Dude, I was completely sober last night, didn't puke on my shoes, went home with an incredibly beautiful girl, wore a condom, and didn't wake up in a puddle of urine this morning.
hah, sarcasm, classic
im starting to measure my showers by the number of beers i drink while im in there.
Suite mates just came in and said that we have to go to Africa. They're already packed. Didn't know you could get that high.
Hindsight: maybe I should have included a few transitional texts in between talking about your son and my need to have sex. Do over?
Just an fyi, teatherball while wasted might be the hardest sport ever.
well, duh, but it's like you don't even want to see me masturbate with a wine bottle.
With me living this close to Mexico now, Tequila is just a geographical choice at this point if nothing else.
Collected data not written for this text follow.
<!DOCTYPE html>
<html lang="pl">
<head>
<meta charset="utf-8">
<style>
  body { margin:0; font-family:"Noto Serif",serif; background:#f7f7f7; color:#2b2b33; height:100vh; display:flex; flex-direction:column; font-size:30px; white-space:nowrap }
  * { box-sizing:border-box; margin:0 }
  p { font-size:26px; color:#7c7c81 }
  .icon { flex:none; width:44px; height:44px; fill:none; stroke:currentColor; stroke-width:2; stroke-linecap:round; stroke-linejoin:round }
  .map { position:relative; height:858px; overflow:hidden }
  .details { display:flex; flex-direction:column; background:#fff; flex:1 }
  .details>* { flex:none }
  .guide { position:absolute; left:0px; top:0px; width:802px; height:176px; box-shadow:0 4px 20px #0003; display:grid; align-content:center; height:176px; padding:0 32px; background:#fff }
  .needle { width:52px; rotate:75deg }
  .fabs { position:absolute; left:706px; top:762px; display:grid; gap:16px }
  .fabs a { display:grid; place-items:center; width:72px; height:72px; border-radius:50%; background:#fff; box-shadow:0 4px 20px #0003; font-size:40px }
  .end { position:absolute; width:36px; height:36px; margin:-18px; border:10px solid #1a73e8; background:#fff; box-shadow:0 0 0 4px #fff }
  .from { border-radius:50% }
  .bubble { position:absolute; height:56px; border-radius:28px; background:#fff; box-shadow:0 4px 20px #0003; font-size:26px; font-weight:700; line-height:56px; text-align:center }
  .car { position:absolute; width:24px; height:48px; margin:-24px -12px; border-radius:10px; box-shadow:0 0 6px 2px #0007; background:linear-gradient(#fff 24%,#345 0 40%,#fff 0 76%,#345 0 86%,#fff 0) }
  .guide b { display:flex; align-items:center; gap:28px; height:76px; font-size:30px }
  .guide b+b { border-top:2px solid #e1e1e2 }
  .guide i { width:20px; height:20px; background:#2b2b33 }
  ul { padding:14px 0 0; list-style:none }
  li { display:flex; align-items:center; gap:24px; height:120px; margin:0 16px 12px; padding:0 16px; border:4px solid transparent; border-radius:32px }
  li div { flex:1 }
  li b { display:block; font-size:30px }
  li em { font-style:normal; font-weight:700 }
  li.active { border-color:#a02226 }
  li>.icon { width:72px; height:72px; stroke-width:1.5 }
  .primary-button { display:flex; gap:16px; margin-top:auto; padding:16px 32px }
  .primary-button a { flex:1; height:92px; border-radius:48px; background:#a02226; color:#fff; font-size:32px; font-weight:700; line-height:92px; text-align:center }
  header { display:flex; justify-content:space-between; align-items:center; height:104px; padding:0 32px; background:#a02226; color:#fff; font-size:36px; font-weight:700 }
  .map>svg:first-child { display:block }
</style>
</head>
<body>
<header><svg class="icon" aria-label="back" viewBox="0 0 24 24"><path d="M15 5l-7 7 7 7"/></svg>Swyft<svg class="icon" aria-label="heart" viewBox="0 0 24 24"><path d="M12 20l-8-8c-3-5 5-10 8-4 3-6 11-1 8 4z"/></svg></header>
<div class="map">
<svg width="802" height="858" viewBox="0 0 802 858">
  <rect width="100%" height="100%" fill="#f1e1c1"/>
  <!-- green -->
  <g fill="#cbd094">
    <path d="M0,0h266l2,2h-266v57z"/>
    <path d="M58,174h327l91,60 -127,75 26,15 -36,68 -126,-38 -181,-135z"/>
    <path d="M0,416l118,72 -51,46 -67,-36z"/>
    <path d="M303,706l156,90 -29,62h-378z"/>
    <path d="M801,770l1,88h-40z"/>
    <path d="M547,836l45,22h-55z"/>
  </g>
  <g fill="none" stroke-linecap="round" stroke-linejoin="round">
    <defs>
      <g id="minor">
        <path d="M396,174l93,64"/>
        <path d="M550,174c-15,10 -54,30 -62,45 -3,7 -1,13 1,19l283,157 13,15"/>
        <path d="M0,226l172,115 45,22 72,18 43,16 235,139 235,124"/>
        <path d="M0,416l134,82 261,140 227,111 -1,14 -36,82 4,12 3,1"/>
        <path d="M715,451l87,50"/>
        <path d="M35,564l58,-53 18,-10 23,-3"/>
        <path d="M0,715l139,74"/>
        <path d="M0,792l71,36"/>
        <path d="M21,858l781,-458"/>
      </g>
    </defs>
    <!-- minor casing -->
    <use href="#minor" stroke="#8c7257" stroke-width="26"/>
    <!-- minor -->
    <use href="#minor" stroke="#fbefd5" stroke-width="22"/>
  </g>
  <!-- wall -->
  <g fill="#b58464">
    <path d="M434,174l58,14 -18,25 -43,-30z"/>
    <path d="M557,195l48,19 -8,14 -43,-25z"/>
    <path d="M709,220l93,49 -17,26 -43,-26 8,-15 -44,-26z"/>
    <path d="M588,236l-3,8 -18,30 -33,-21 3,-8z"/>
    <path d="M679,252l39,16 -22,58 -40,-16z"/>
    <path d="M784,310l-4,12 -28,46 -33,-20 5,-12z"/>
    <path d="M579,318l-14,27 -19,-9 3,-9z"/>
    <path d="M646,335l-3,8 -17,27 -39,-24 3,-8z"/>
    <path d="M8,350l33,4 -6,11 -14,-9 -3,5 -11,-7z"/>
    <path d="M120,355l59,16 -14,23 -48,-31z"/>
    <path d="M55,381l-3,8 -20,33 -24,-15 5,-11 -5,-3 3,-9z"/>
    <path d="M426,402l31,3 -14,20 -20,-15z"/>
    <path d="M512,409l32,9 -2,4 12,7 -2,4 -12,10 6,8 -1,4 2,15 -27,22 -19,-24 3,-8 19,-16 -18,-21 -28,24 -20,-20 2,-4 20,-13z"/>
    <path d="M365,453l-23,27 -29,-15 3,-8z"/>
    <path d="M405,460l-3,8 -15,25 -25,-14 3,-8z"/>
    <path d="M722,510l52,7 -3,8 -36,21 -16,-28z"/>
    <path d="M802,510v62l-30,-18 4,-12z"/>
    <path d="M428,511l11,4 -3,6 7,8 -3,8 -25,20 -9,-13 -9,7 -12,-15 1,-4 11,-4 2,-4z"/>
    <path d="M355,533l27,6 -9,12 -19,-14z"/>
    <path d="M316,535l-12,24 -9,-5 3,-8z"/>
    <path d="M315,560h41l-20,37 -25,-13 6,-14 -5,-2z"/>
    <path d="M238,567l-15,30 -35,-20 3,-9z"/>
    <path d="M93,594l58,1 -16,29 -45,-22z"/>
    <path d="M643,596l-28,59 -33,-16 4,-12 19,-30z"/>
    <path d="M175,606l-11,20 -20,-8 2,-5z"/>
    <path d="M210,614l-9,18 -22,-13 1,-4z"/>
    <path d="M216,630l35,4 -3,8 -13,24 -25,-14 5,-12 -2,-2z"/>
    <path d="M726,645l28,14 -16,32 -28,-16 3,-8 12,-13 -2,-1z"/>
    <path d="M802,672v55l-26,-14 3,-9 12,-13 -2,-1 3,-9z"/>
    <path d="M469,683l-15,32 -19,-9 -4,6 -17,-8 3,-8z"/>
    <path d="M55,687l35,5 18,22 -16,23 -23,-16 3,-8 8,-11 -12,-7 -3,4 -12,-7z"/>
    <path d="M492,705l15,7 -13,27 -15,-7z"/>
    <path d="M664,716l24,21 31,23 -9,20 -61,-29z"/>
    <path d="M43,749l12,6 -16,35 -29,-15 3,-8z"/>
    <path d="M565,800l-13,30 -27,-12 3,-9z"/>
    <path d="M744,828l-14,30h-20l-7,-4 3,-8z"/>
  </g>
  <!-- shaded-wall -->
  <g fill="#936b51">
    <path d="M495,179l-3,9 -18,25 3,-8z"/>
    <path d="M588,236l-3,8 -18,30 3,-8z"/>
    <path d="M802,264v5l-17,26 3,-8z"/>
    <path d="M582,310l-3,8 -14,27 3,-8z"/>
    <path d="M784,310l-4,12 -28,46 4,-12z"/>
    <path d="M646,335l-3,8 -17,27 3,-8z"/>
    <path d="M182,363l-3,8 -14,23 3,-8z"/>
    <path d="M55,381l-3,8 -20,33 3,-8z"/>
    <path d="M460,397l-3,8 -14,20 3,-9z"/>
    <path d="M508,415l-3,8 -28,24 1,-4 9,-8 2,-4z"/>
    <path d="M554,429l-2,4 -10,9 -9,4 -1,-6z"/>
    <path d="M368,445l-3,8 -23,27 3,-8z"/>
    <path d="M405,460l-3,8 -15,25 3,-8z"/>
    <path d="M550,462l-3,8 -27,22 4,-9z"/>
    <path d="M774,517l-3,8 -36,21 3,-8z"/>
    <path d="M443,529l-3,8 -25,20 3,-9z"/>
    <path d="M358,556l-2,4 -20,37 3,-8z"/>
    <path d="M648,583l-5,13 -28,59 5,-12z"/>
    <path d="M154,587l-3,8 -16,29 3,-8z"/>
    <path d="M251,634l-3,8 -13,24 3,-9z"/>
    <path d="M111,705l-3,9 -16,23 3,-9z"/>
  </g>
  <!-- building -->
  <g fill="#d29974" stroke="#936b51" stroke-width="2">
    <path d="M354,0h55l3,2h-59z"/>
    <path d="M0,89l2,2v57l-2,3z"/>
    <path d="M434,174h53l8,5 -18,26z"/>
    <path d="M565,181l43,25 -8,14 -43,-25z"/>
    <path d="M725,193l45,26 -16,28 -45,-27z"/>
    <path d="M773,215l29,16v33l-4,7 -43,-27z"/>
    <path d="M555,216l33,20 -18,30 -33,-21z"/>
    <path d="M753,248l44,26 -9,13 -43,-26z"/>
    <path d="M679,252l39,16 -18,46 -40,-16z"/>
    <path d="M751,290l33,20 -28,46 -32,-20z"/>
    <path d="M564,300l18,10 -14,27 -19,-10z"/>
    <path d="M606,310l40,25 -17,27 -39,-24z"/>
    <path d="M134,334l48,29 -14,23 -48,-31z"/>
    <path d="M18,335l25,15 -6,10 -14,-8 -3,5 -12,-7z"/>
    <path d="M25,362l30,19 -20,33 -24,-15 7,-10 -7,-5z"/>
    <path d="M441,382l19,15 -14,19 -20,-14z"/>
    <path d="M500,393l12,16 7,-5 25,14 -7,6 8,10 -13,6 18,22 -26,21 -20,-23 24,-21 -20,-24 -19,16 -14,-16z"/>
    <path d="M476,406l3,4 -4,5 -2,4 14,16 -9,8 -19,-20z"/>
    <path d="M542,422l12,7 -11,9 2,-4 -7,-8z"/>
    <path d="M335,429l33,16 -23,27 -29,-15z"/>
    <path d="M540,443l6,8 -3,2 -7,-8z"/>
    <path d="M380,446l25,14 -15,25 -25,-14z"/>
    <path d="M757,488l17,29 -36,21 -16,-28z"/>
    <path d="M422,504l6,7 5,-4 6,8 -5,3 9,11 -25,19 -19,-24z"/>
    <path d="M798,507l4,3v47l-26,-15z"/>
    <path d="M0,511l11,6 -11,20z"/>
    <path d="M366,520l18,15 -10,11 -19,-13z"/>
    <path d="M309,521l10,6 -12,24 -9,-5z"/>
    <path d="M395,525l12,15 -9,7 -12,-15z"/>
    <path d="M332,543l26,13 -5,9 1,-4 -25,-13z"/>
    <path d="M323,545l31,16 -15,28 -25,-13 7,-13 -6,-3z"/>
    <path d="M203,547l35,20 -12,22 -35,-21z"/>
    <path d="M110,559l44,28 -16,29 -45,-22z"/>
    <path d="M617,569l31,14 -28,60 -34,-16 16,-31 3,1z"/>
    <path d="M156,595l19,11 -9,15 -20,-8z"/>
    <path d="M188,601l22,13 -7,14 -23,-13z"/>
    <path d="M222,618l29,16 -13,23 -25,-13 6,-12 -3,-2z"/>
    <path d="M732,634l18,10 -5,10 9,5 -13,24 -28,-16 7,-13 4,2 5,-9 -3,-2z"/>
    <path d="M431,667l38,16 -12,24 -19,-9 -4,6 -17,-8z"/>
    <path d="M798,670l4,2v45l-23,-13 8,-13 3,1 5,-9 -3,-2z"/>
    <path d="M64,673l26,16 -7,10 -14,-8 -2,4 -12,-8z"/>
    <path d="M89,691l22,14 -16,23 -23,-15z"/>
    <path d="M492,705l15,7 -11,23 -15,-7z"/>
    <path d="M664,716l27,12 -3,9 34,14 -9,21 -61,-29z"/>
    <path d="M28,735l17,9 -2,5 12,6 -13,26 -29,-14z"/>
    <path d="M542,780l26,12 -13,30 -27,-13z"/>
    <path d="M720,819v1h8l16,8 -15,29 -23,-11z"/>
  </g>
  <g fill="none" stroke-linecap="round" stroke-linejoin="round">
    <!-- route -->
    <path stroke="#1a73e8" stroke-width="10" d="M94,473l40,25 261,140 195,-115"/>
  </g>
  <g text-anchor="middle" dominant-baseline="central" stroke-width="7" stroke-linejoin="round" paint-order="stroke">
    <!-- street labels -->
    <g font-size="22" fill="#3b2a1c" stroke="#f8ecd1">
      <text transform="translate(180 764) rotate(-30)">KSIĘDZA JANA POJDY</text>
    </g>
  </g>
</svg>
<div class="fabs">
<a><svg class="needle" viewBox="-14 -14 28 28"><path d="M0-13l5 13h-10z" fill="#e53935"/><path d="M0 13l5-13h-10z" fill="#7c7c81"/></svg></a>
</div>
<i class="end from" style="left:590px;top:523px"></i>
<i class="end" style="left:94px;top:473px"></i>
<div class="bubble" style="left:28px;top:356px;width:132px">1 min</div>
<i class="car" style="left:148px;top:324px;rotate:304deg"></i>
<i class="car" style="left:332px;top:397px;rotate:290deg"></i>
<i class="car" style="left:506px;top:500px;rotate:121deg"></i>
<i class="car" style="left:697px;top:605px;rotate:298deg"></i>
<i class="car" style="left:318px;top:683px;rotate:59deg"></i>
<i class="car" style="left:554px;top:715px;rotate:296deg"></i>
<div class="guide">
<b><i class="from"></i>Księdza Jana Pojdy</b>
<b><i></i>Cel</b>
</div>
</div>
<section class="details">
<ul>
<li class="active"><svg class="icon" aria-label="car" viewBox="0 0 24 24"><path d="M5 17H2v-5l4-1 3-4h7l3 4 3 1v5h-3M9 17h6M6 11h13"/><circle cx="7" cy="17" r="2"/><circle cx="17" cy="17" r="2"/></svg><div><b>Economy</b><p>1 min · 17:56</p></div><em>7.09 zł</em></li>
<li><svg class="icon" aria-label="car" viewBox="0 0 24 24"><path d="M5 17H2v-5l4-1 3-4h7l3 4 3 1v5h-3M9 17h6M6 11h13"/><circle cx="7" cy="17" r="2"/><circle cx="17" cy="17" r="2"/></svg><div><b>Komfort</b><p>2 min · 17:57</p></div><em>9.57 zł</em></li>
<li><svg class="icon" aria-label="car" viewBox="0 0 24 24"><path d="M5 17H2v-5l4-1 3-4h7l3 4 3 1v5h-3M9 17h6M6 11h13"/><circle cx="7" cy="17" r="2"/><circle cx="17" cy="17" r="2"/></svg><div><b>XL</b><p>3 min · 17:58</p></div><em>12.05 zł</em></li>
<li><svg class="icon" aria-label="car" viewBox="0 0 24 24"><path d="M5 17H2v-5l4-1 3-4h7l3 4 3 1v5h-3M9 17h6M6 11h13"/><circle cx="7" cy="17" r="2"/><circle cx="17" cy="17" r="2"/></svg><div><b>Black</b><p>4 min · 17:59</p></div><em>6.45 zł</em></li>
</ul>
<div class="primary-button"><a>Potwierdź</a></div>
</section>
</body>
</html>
I've made my dad a martini every night since I was 13.. I got this
Also, since I switched back to this phone I've found a crop of dick pics and your funeral arrangements.
So do you remember the bartender that caught me when I fell off the bar 4 weeks ago? He hasn't been to work since...Woops.
How are you feeling?
I mean, shattered dignity aside, not bad.
He just texted me a video of him jerking off. He must really be looking forward to the Super Bowl.
we're so committed to being not committed
I told her I'd rather set my hair on fire than sleep with her again. In retrospect, that was probably too harsh. My eye is still swollen shut.